I did this with DS. We had a spare bed in his room and I just browsed mumsnet whilst he fell asleep . I liked the quiet time and he liked the comfort.

Had a couple of raised eyebrows from family members but didn't really care I much preferred it to any sort of sleep training. At 20 months he started settling, I could pop him in his cot and walk out and have done for the last year.

I know your son is now 2yo but I wanted to say that at some point they are just ready.

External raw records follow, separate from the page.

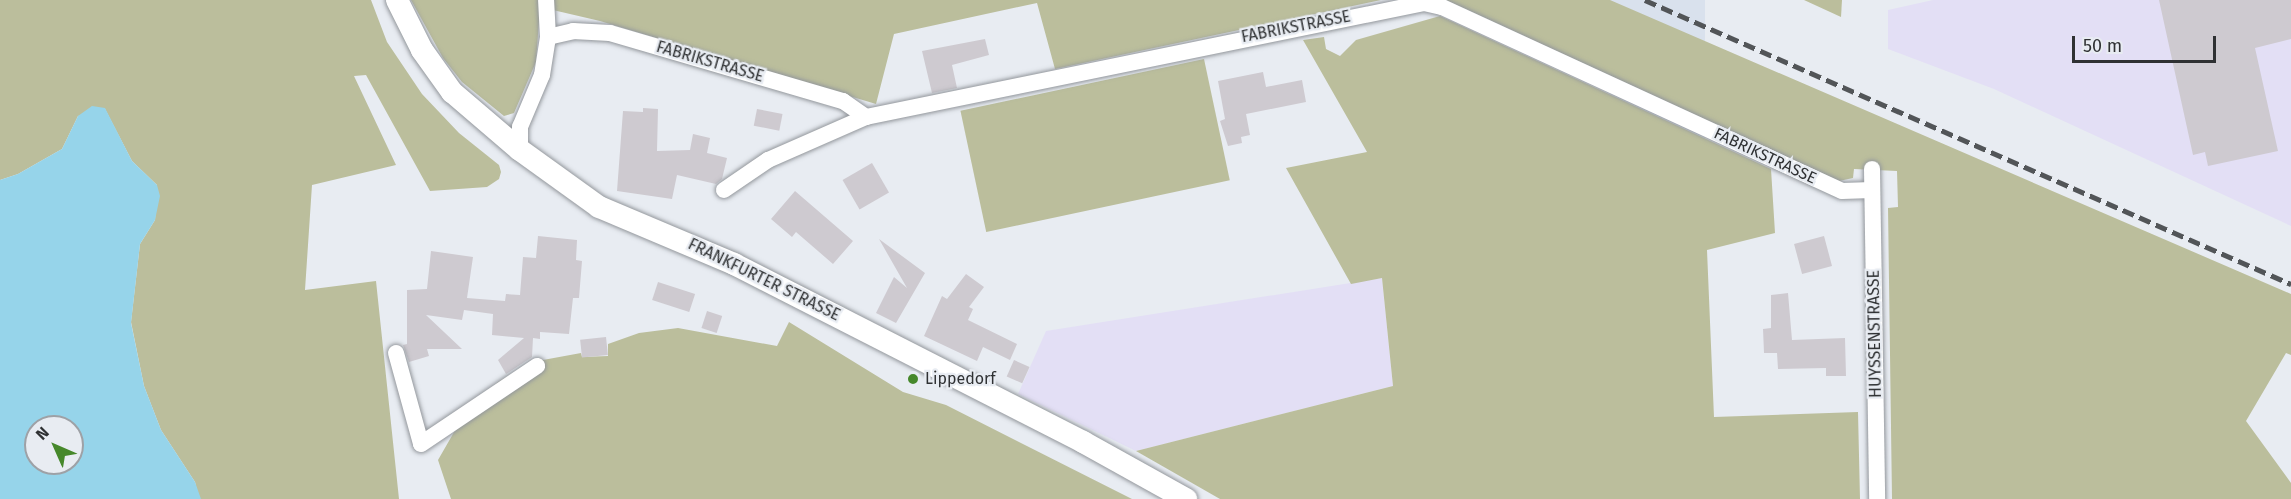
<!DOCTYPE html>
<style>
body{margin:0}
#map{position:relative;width:2291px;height:499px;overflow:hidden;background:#e8ecf2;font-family:"Fira Sans",sans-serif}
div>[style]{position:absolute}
.commercial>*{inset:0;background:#e3dff5}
.built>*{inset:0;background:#d9e1ed;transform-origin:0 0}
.green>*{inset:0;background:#bbbe9c;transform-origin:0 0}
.water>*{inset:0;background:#96d4ea}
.building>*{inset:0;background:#cecad0;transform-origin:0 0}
.roads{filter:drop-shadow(0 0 2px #93979c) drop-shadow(0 0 2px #93979c)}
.minor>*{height:16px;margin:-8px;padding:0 8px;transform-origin:8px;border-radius:8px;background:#fff}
.secondary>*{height:22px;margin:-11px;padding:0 11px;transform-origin:11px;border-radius:11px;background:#fff}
.rail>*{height:4.5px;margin-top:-2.25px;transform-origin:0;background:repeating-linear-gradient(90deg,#525558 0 12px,transparent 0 18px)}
.dots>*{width:16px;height:16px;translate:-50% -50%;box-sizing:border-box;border:3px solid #e8ecf2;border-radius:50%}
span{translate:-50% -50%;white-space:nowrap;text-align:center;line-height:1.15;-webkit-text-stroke:4.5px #e8ecf2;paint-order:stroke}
.street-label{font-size:16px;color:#2f3133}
.poi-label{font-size:16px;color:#2f3133}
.left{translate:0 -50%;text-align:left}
.north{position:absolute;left:24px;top:415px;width:60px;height:60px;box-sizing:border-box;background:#e8ecf2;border:2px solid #9ea1a6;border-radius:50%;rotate:315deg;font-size:16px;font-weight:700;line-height:24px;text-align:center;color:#2f3133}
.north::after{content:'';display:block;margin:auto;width:21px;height:27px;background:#46882b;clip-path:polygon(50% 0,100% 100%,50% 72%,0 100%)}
.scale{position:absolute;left:2072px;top:36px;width:144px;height:27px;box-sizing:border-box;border:3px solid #2f3133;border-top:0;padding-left:8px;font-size:18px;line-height:21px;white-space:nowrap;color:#2f3133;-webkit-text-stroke:4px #e8ecf2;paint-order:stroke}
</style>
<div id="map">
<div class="commercial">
<i style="clip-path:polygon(1933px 0,2291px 0,2291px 226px,1994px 89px,1888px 49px,1888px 10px)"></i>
<i style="clip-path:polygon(1382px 278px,1393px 386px,1136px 451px,1018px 394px,1046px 331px)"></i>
</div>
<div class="built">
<i style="left:1610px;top:0;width:95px;height:742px"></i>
</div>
<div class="green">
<i style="clip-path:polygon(0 0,371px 0,387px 42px,422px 94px,459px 133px,499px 165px,501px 172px,499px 179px,487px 187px,430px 191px,366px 75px,354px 76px,396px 165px,312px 185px,305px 290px,376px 281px,399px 499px,199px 499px,195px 482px,161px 430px,144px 386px,131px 322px,140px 244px,155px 220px,157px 185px,132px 161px,105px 109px,78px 116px,62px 149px,18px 174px,0 180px)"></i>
<i style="clip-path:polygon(411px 0,1381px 0,1055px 69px,1037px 3px,894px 34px,876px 104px,600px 21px,540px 7px,536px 62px,514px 113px,504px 116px,462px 82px,443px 58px)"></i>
<i style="clip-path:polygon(1446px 0,1610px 0,2291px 294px,2291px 355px,2286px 353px,2246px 421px,2291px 483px,2291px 499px,1892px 499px,1888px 208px,1898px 207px,1897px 171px,1854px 169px,1853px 178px,1839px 181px)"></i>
<i style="clip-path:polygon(1804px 0,1842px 0,1841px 17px)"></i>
<i style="clip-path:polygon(1440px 16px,1771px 169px,1775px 233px,1707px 250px,1714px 417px,1858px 412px,1860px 499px,1220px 499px,1136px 451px,1393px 386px,1382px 278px,1351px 284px,1286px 168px,1367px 152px,1303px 40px,1324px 37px,1326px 49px,1340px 56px,1356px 40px)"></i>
<i style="left:1204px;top:59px;width:124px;height:249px;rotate:78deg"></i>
<i style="clip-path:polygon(789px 322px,903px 392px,946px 405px,1132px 499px,451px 499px,438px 460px,461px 420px,498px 382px,532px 362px,581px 353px,582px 357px,608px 356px,608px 344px,639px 333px,678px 328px,777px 346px)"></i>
</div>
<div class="water">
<i style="clip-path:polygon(evenodd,92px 106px,105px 108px,132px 161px,157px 185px,160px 196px,155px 220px,140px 244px,131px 323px,144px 386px,161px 430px,195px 482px,201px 499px,0 499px,0 180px,18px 174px,62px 149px,78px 116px,92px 106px,36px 427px,72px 427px,72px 463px,36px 463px,36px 427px)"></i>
</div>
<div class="building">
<i style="clip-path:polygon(2159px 0,2291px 0,2291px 39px,2255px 48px,2278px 151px,2208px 166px,2205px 152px,2193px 155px)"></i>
<i style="clip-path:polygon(985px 39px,989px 55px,952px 65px,957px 88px,932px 93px,922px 51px)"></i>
<i style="clip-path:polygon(1263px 72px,1266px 87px,1302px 80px,1306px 102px,1246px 114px,1250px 135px,1241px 137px,1242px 143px,1228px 146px,1220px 121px,1225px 119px,1218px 81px)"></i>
<i style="clip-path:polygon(643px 108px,658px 109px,657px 151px,690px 150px,693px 134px,710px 138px,707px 153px,727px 158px,722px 179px,716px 184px,677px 175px,672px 199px,617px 191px,623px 111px,643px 112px)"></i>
<i style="left:757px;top:109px;width:26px;height:17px;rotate:11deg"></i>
<i style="left:872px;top:163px;width:34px;height:34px;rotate:60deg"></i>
<i style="clip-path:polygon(795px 191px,853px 241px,833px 264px,796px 232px,792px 237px,771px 219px)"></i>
<i style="clip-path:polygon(538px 236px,577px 240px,576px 260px,582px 261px,579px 298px,573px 298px,569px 334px,540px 332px,540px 339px,533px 338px,532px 357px,506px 374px,498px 360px,524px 338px,492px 335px,493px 314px,464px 310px,462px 320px,426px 315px,462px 349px,427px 349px,429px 356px,409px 362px,403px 345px,407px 344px,407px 290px,427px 289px,431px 251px,473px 257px,467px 298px,505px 301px,506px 294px,520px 295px,523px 257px,536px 258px)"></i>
<i style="left:1824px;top:236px;width:31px;height:31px;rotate:75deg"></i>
<i style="clip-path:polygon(879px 239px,925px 273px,896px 323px,876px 313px,894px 277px,907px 288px)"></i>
<i style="clip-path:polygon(966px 274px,984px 287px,969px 307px,973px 309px,968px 320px,1017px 344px,1010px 360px,983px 347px,977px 361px,924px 336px,942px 296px,947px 299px)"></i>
<i style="left:658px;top:282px;width:39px;height:19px;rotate:18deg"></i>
<i style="clip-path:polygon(1788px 293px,1792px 340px,1845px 338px,1846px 376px,1826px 376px,1826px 368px,1778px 369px,1777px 353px,1764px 353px,1763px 329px,1771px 328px,1771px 295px)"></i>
<i style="left:707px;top:311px;width:16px;height:18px;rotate:18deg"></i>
<i style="left:606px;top:337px;width:18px;height:26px;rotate:84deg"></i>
<i style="left:1014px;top:360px;width:17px;height:18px;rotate:24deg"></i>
</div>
<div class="roads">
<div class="minor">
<i style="left:548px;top:37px;width:26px;rotate:-13deg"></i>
<i style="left:573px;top:31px;width:37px;rotate:3deg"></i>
<i style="left:610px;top:33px;width:243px;rotate:16.3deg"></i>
<i style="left:843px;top:101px;width:28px;rotate:35deg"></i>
<i style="left:520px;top:150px;width:23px;rotate:-90deg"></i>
<i style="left:520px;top:127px;width:56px;rotate:-67.1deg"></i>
<i style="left:542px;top:75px;width:38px;rotate:-81deg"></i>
<i style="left:548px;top:37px;width:37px;rotate:-93deg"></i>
<i style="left:1872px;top:169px;width:330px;rotate:89.1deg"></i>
<i style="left:724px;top:190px;width:53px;rotate:-34.3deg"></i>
<i style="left:768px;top:160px;width:107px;rotate:-23.7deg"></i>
<i style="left:866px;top:117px;width:570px;rotate:-11.55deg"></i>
<i style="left:1424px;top:3px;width:18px;rotate:13deg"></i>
<i style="left:1442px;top:7px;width:440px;rotate:24.7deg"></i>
<i style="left:1842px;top:191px;width:30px;rotate:-2deg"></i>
<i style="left:396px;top:353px;width:94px;rotate:74.6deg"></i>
<i style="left:421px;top:444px;width:140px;rotate:-33.9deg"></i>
</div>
<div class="secondary">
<i style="left:397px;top:0;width:56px;rotate:63.4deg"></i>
<i style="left:422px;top:50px;width:52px;rotate:54.5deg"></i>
<i style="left:452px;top:92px;width:89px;rotate:40.5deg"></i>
<i style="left:520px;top:150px;width:97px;rotate:35.8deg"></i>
<i style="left:599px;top:207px;width:147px;rotate:22.9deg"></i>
<i style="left:734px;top:264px;width:392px;rotate:27deg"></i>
<i style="left:1083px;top:442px;width:118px;rotate:29deg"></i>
</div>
</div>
<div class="rail">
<i style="left:1645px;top:0;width:706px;rotate:23.73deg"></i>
</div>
<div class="dots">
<i style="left:913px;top:379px;background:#46882b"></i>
</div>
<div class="street-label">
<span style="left:1296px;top:27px;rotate:-11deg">FABRIKSTRASSE</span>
<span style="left:710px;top:62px;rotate:16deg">FABRIKSTRASSE</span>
<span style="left:1765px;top:156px;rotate:25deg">FABRIKSTRASSE</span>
<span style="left:764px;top:280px;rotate:26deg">FRANKFURTER STRASSE</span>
<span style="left:1875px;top:334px;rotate:-91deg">HUYSSENSTRASSE</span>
</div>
<div class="poi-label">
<span class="left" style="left:925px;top:379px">Lippedorf</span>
</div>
<div class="north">N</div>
<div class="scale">50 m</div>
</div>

It's really how much of a problem it is for you that you need to weigh up.

BranchingOut Tue 27-Aug-13 21:20:43

I did this and managed to transition this to self settling using gradual retreat.

I posted a detailed explanation of how I did this on a recent thread, search my username and it will come up.

BranchingOut Tue 27-Aug-13 21:51:52

It was called 'my 2yo boy goes to bed very late'

LillianGish Tue 27-Aug-13 22:07:37

Well it won't last forever, as a previous poster has already pointed out, but it might last for a long time - I know of an eight-year-old who won't go to sleep unless her mum is with her and while she was very pro co-sleeping for the first few years her enthusiasm is starting wane. I would say - looking at my poor wiped out friend - that the sooner you tackle it the better. Gradual retreat might seem like a bit of an effort when you are feeling totally wiped out, but if you want a child who self settles (and it sounds as if you do) you need to act.